[Records drawn from a dataset]
§

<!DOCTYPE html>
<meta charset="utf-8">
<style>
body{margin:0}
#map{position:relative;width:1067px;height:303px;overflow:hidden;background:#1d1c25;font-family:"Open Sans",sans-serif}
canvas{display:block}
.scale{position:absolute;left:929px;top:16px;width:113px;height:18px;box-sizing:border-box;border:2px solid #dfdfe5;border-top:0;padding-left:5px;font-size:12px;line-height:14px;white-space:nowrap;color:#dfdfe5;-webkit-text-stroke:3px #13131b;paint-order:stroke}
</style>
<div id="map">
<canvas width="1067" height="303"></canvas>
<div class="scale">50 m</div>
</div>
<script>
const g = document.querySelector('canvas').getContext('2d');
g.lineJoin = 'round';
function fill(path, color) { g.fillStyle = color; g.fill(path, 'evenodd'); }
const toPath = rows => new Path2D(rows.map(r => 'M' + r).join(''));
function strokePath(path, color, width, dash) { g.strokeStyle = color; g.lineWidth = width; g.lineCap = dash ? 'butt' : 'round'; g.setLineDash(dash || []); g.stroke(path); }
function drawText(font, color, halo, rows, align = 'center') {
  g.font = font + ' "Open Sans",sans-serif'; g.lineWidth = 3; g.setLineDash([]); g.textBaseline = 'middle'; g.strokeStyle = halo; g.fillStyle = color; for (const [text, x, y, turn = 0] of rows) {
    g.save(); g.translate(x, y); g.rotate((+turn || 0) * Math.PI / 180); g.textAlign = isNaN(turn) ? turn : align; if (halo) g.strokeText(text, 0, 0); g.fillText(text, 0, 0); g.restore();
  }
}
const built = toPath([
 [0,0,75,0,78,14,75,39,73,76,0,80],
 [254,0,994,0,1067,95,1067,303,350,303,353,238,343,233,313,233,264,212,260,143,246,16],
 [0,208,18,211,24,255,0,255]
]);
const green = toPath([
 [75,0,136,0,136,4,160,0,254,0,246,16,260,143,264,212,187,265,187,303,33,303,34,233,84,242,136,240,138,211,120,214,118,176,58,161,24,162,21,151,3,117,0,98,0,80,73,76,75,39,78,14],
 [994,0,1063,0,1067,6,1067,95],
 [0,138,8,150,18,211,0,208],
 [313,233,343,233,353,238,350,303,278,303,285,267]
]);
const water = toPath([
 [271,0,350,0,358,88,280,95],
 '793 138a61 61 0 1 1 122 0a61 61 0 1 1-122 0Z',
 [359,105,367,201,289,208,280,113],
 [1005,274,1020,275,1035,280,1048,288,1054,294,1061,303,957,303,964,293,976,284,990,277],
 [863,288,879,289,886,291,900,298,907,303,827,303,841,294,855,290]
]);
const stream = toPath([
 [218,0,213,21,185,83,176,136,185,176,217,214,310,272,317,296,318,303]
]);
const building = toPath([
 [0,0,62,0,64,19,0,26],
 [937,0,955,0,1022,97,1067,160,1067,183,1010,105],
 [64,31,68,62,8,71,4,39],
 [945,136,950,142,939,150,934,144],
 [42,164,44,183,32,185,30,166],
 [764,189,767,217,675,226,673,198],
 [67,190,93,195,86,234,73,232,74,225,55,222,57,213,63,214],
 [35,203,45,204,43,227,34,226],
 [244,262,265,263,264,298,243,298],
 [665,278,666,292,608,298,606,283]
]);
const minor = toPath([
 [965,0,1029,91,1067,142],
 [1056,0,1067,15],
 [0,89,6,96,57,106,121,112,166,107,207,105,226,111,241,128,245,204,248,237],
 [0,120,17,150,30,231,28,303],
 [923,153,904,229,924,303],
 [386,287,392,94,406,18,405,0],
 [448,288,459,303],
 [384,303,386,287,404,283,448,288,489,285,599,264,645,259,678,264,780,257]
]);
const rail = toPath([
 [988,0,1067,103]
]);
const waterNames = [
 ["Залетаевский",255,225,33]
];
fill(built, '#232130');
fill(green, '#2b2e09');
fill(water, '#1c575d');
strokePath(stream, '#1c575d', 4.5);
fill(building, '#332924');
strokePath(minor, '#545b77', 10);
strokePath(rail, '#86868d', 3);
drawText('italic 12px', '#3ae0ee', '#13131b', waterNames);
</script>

§

Lines from the top of the data above through the line with "function drawText(font, color, halo, rows, align", both ends included: copy them exactly, nothing more.

<!DOCTYPE html>
<meta charset="utf-8">
<style>
body{margin:0}
#map{position:relative;width:1067px;height:303px;overflow:hidden;background:#1d1c25;font-family:"Open Sans",sans-serif}
canvas{display:block}
.scale{position:absolute;left:929px;top:16px;width:113px;height:18px;box-sizing:border-box;border:2px solid #dfdfe5;border-top:0;padding-left:5px;font-size:12px;line-height:14px;white-space:nowrap;color:#dfdfe5;-webkit-text-stroke:3px #13131b;paint-order:stroke}
</style>
<div id="map">
<canvas width="1067" height="303"></canvas>
<div class="scale">50 m</div>
</div>
<script>
const g = document.querySelector('canvas').getContext('2d');
g.lineJoin = 'round';
function fill(path, color) { g.fillStyle = color; g.fill(path, 'evenodd'); }
const toPath = rows => new Path2D(rows.map(r => 'M' + r).join(''));
function strokePath(path, color, width, dash) { g.strokeStyle = color; g.lineWidth = width; g.lineCap = dash ? 'butt' : 'round'; g.setLineDash(dash || []); g.stroke(path); }
function drawText(font, color, halo, rows, align = 'center') {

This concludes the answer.